Controversial – I know.
When I was young, I was given a life insurance policy by my father. He was a migrant to Australia and worked hard to put aside some money each month to pay for it. When I turned 18, he pulled me aside one day and handed it over to me – including the responsibility for maintaining it. I cashed it in of course – I have no recollection of what I spent the money on but it’s all gone. I don’t regret that as much as the fact I never thanked him for his efforts.
It’s a sad but true axiom: people don’t value what they get too easily. Or to put it another way – the more people invest in something – the more highly they regard it. (see Cialdini’s “The Psychology of Influence and Persuasion”). We’ve noticed that ourselves when we’ve been approached to run events for charities for free. We’re happy to do it but we often find our service is relegated to the back of the queue and ‘paid’ services are prioritised. So we now ask for a small fee – even a donation to a good cause just to ensure that our service is scheduled and actually runs.
In your workplace program, you might have noticed that when you book, for example, a masseur, yoga practitioner, or exercise class that initial interest is high but on the day many people drop out.

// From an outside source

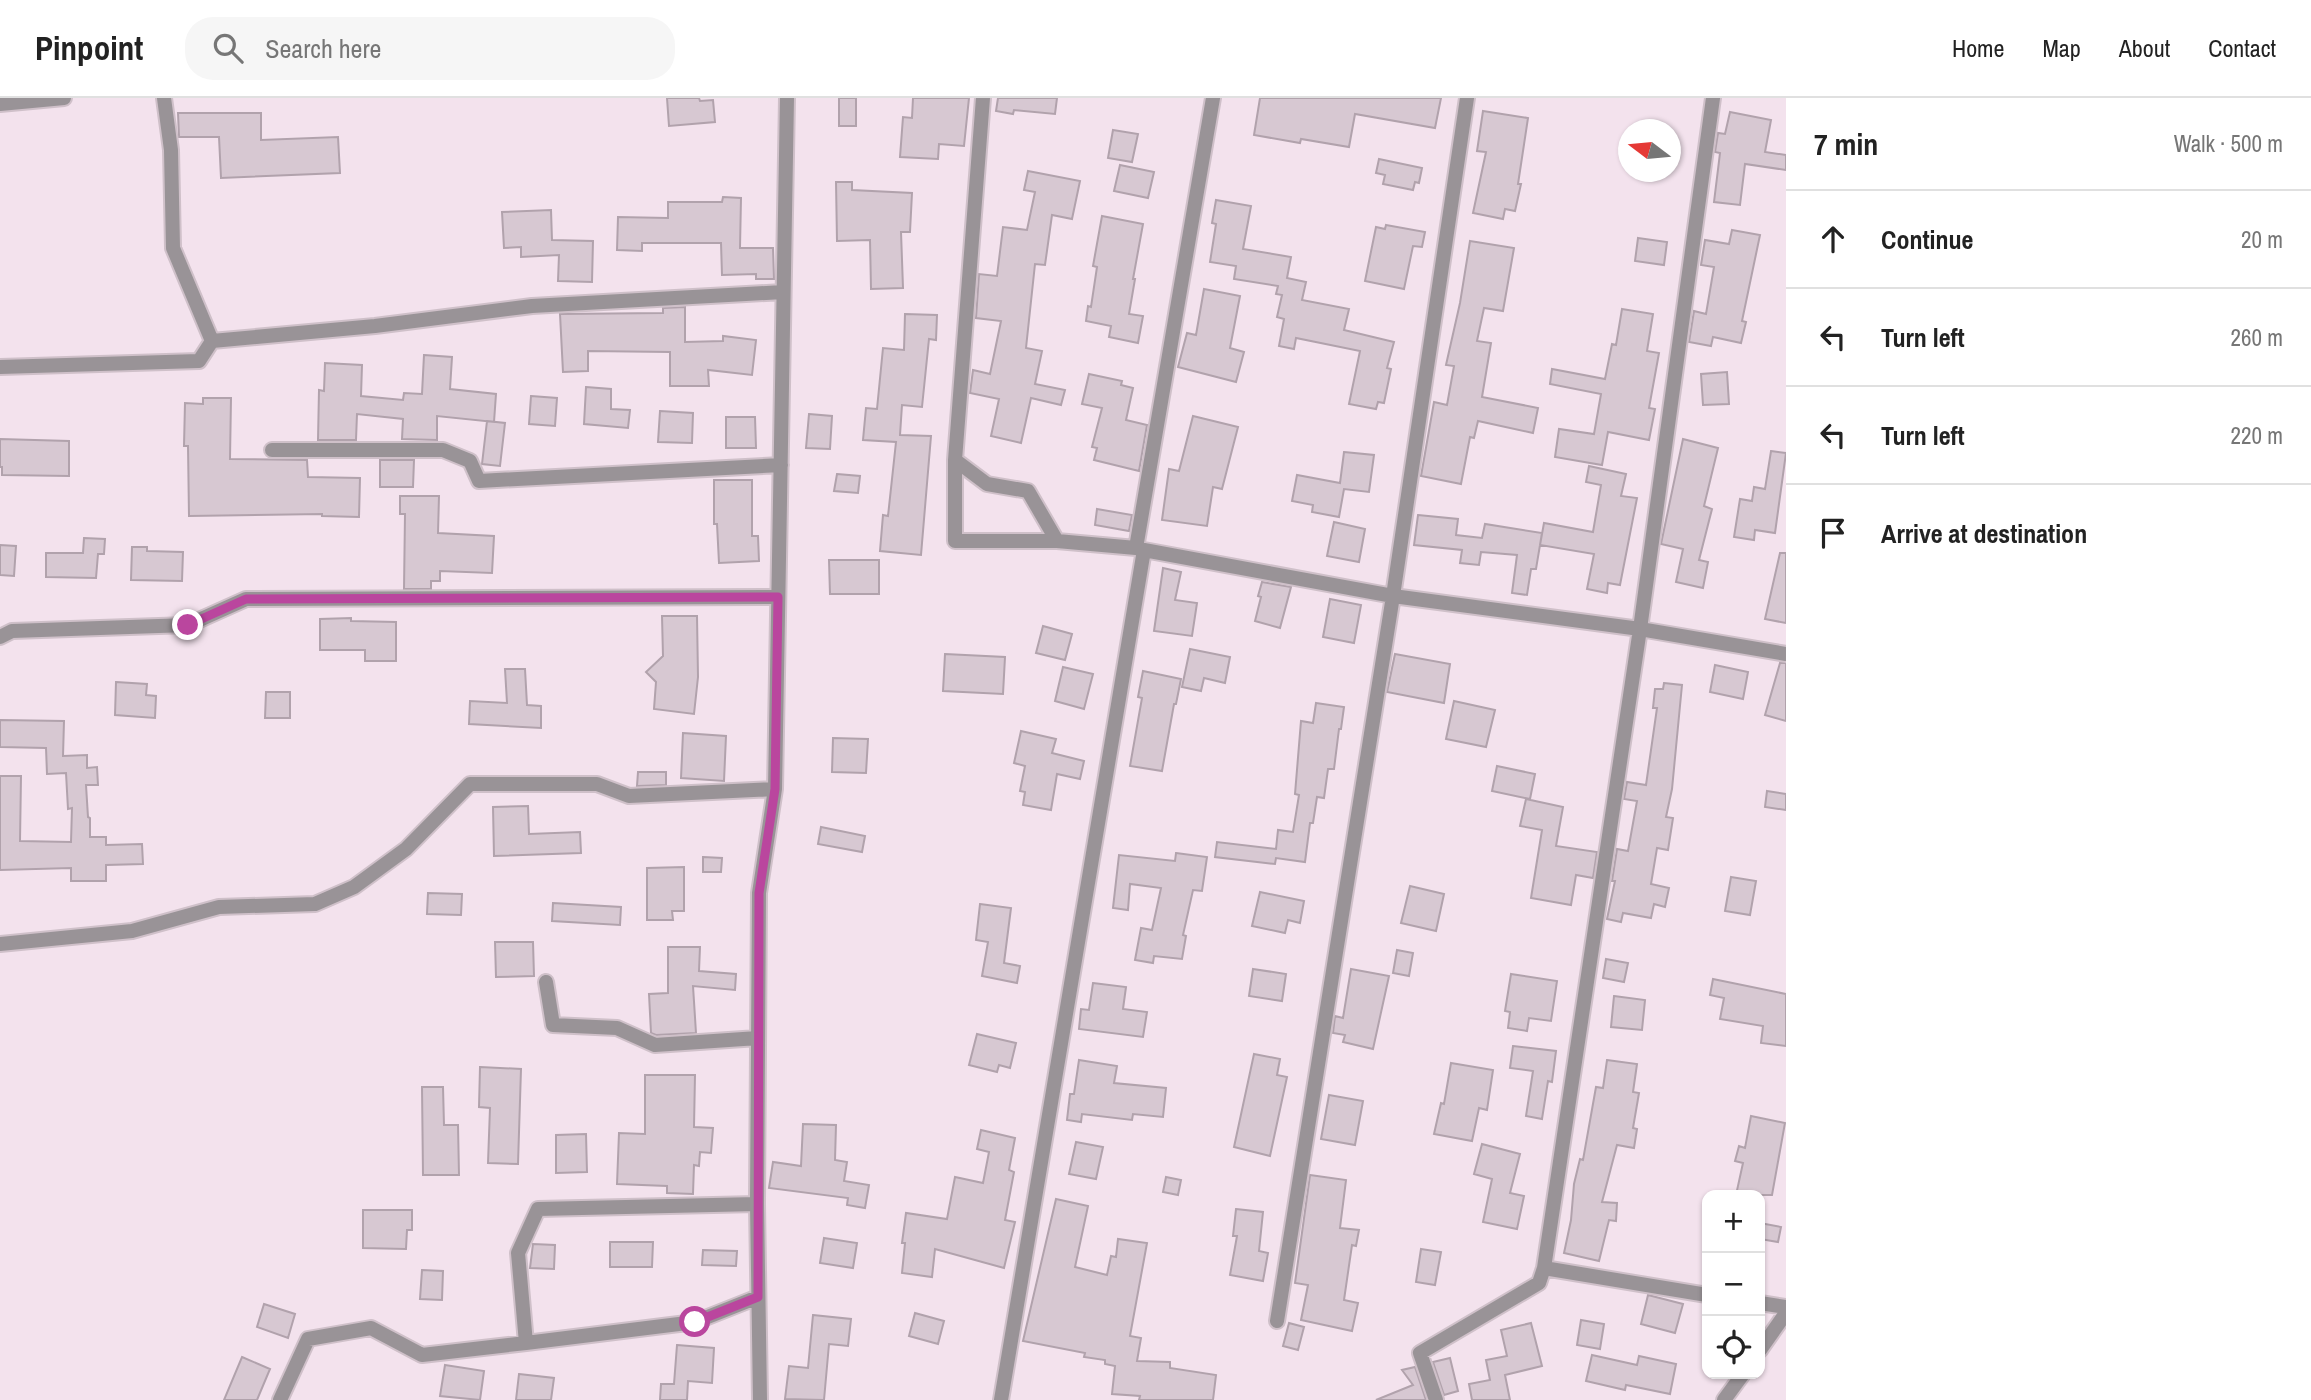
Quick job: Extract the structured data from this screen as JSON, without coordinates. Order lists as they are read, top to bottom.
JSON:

They know that if they came they would get a lot out of it but other more pressing issues take precedence. In some cases, it’s fair enough – but it can result in empty slots, wasted money, and a devaluing of your wellbeing program.
One solution is to charge for the session. Charging forces people to commit and raise the importance (and value) of your event in the minds of participants. It doesn’t have to be a lot of money – a co-payment as small as $5 will do. If there’s a philosophical objection to charging you can always donate the funds to a good cause or re-invest it in your organisation’s social club or wellbeing program. Another way to increase attendance is to ensure that everyone signs onto an attendance schedule that is posted in a public place. Both of these will help.
Co-payments also send an unconscious message to your staff – looking after your wellbeing does have a cost associated with it – be it money or time or effort. You might try to minimise it but like all good things – you get out of it what you put into it. Your wellbeing is important enough to put effort into. Just keep the co-payments small enough not to exclude anyone.